:: Recorded data ::

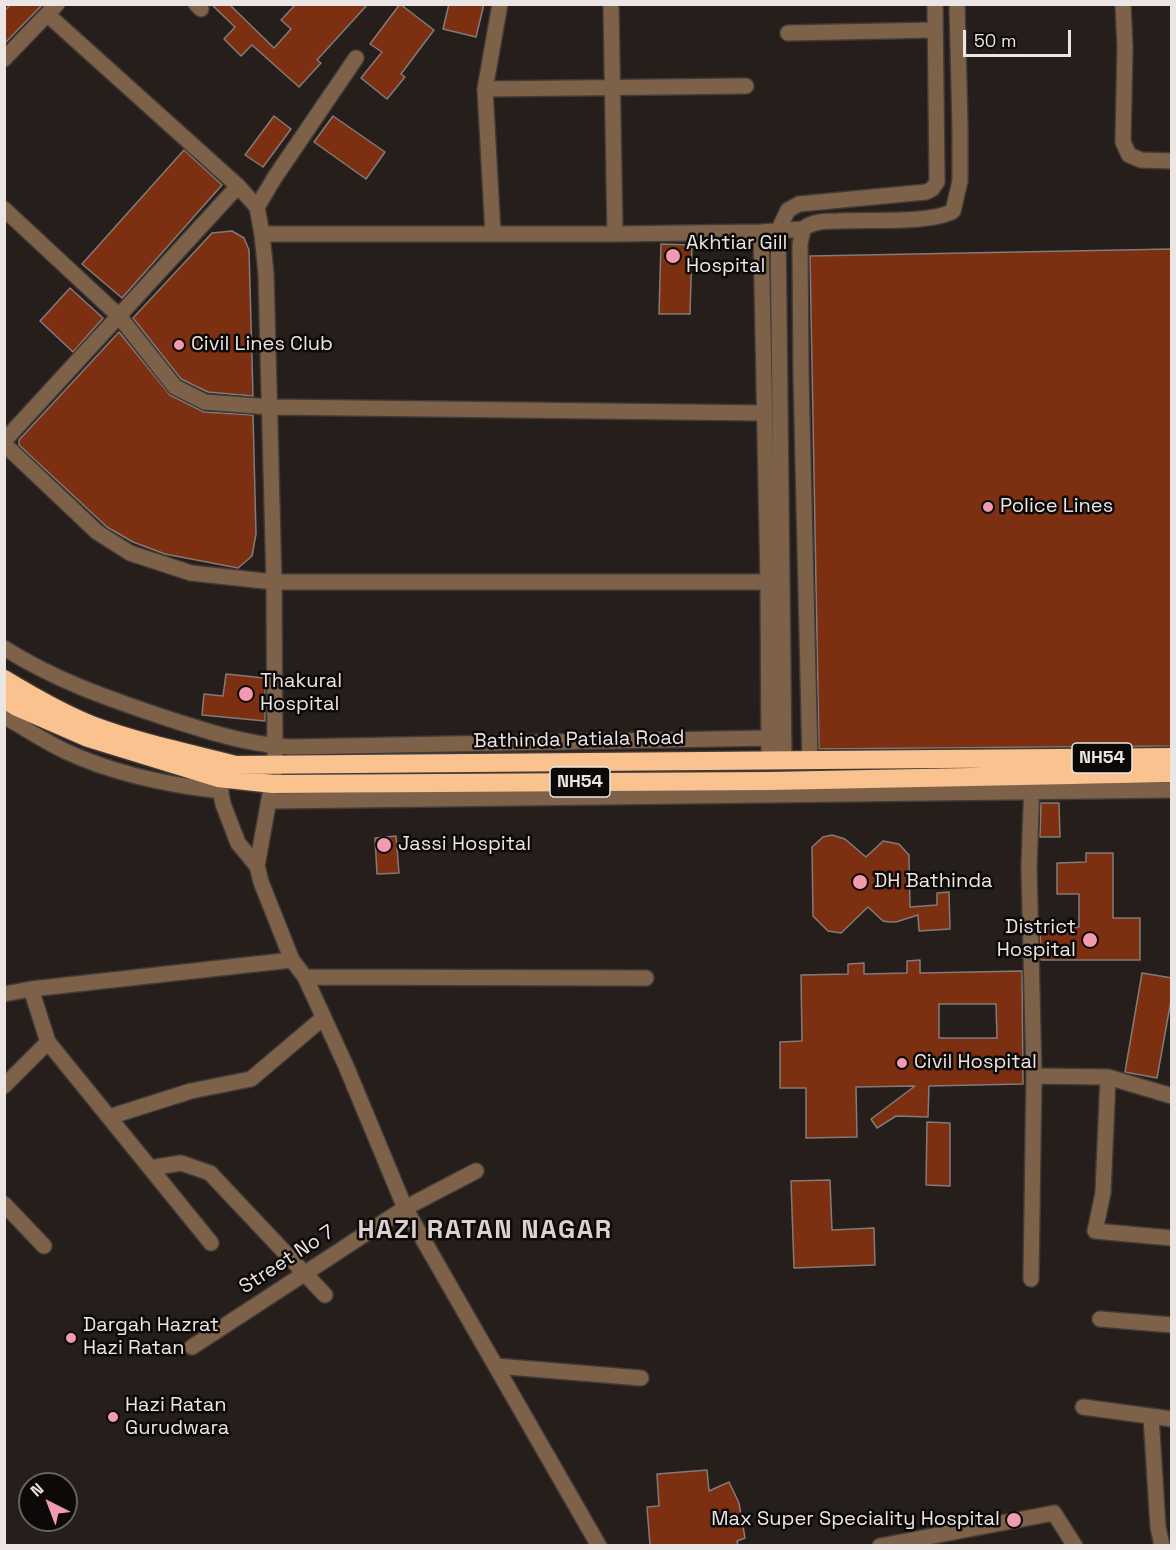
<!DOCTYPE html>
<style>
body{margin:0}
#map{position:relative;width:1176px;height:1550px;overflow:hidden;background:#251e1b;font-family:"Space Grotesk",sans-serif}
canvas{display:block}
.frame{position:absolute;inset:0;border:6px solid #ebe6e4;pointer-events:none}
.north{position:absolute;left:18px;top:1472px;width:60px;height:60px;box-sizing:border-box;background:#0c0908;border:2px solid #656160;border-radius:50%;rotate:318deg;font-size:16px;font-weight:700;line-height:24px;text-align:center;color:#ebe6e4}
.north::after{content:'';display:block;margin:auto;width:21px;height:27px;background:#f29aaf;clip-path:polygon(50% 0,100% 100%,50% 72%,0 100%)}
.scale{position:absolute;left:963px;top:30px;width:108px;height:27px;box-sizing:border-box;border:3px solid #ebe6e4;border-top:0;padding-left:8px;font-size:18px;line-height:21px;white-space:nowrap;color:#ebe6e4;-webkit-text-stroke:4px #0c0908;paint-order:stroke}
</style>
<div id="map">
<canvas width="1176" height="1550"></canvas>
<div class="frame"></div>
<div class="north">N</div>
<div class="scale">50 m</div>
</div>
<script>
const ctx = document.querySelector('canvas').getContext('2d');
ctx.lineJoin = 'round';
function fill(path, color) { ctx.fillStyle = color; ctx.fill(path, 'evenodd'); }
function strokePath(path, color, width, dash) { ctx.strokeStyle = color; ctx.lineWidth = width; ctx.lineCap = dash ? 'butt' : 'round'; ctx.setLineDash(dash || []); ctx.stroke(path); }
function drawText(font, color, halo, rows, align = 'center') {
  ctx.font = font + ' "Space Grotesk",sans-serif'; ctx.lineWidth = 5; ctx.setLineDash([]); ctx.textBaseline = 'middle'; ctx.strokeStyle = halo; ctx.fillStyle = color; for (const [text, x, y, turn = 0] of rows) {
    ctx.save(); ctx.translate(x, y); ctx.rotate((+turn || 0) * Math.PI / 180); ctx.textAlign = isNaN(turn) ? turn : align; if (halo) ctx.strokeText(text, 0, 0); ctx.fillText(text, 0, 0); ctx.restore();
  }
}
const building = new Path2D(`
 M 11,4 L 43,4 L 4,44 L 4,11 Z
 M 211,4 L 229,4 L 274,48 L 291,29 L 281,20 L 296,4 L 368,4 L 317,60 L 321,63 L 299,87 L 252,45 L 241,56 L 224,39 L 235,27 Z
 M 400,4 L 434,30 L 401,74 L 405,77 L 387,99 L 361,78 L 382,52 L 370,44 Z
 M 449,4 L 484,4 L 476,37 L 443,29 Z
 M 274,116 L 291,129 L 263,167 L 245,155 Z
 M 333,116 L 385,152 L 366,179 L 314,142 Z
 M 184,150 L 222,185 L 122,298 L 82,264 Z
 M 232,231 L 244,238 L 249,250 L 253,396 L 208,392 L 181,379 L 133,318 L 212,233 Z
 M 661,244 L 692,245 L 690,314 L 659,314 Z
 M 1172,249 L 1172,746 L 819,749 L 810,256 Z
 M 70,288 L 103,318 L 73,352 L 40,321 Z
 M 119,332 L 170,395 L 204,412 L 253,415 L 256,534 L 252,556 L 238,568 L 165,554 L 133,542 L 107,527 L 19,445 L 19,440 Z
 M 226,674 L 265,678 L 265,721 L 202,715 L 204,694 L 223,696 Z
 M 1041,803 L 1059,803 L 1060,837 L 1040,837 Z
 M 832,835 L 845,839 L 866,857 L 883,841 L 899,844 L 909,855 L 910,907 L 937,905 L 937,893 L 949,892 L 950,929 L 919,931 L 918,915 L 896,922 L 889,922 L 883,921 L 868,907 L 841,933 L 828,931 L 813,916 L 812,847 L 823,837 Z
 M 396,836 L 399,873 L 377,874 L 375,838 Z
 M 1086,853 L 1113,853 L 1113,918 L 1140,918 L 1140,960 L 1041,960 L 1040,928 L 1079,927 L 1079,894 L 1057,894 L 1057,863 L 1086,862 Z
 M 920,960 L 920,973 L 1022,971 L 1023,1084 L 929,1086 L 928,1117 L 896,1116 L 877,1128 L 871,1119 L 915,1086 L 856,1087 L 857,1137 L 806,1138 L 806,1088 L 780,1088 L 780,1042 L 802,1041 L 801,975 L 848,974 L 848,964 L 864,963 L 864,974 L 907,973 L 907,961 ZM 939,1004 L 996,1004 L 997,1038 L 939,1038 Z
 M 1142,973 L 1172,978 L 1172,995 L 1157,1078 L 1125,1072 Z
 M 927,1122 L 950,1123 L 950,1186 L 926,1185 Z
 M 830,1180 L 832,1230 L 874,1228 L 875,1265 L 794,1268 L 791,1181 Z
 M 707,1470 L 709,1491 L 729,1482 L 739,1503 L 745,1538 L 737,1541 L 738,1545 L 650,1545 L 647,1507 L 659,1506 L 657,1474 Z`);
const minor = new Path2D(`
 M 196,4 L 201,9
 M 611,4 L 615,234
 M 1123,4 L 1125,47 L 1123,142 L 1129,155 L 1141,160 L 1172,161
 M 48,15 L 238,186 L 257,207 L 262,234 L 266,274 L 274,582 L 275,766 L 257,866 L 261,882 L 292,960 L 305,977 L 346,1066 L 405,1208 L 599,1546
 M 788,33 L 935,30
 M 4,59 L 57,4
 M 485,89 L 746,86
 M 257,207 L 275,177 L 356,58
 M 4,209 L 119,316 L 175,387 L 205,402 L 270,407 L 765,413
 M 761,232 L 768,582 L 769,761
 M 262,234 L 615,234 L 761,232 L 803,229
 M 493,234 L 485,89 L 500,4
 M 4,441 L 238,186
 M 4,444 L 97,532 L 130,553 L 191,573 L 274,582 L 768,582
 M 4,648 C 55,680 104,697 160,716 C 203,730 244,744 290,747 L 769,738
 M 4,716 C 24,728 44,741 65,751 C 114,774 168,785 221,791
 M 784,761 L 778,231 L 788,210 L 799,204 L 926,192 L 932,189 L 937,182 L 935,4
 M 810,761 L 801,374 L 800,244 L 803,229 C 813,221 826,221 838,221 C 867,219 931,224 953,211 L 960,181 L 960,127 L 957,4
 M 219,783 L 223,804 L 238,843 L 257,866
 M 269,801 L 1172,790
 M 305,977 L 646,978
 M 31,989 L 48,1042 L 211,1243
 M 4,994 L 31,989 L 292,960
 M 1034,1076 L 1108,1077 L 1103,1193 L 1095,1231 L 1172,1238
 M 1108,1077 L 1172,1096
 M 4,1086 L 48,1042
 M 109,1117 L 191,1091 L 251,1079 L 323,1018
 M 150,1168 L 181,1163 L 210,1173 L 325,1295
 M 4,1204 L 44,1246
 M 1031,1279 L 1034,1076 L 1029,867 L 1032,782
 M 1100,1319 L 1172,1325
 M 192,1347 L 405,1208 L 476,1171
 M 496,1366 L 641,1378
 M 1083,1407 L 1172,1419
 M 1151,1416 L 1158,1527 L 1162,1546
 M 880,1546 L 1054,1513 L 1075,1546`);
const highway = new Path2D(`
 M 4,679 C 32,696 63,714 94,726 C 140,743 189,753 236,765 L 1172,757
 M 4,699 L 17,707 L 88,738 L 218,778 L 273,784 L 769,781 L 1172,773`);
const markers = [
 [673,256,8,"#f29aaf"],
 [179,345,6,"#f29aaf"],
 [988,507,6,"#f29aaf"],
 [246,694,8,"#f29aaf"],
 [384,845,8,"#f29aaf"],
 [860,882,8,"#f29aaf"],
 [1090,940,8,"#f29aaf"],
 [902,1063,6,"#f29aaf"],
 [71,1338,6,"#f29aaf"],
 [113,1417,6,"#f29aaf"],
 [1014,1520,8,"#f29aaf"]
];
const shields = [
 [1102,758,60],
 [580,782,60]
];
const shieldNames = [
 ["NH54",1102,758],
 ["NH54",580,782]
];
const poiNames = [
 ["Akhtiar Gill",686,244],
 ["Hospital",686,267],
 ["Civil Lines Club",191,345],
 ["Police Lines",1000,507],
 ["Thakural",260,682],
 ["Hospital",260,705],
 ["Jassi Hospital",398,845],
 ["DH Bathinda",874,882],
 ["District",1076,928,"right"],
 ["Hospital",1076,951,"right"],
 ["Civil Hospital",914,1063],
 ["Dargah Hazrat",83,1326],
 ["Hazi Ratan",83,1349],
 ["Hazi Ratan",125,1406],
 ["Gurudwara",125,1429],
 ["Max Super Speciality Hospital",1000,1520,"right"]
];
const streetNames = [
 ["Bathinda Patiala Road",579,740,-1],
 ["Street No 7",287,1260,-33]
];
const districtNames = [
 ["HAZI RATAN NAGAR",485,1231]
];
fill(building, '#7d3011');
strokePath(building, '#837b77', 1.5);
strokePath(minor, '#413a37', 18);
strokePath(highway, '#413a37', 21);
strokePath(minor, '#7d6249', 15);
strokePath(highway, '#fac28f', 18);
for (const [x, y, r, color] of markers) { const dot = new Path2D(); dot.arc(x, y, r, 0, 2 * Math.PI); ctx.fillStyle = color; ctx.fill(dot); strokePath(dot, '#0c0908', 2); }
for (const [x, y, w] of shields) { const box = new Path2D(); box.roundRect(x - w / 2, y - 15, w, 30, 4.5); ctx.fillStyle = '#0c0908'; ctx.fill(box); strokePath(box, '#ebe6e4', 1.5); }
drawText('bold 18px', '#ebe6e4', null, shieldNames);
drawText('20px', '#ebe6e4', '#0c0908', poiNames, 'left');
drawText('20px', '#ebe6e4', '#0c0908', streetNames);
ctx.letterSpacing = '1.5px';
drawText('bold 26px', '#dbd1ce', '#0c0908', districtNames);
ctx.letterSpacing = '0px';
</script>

:::

Exercise directions » Show the lines above with "rows".

Response for this exercise »
function drawText(font, color, halo, rows, align = 'center') {
  ctx.font = font + ' "Space Grotesk",sans-serif'; ctx.lineWidth = 5; ctx.setLineDash([]); ctx.textBaseline = 'middle'; ctx.strokeStyle = halo; ctx.fillStyle = color; for (const [text, x, y, turn = 0] of rows) {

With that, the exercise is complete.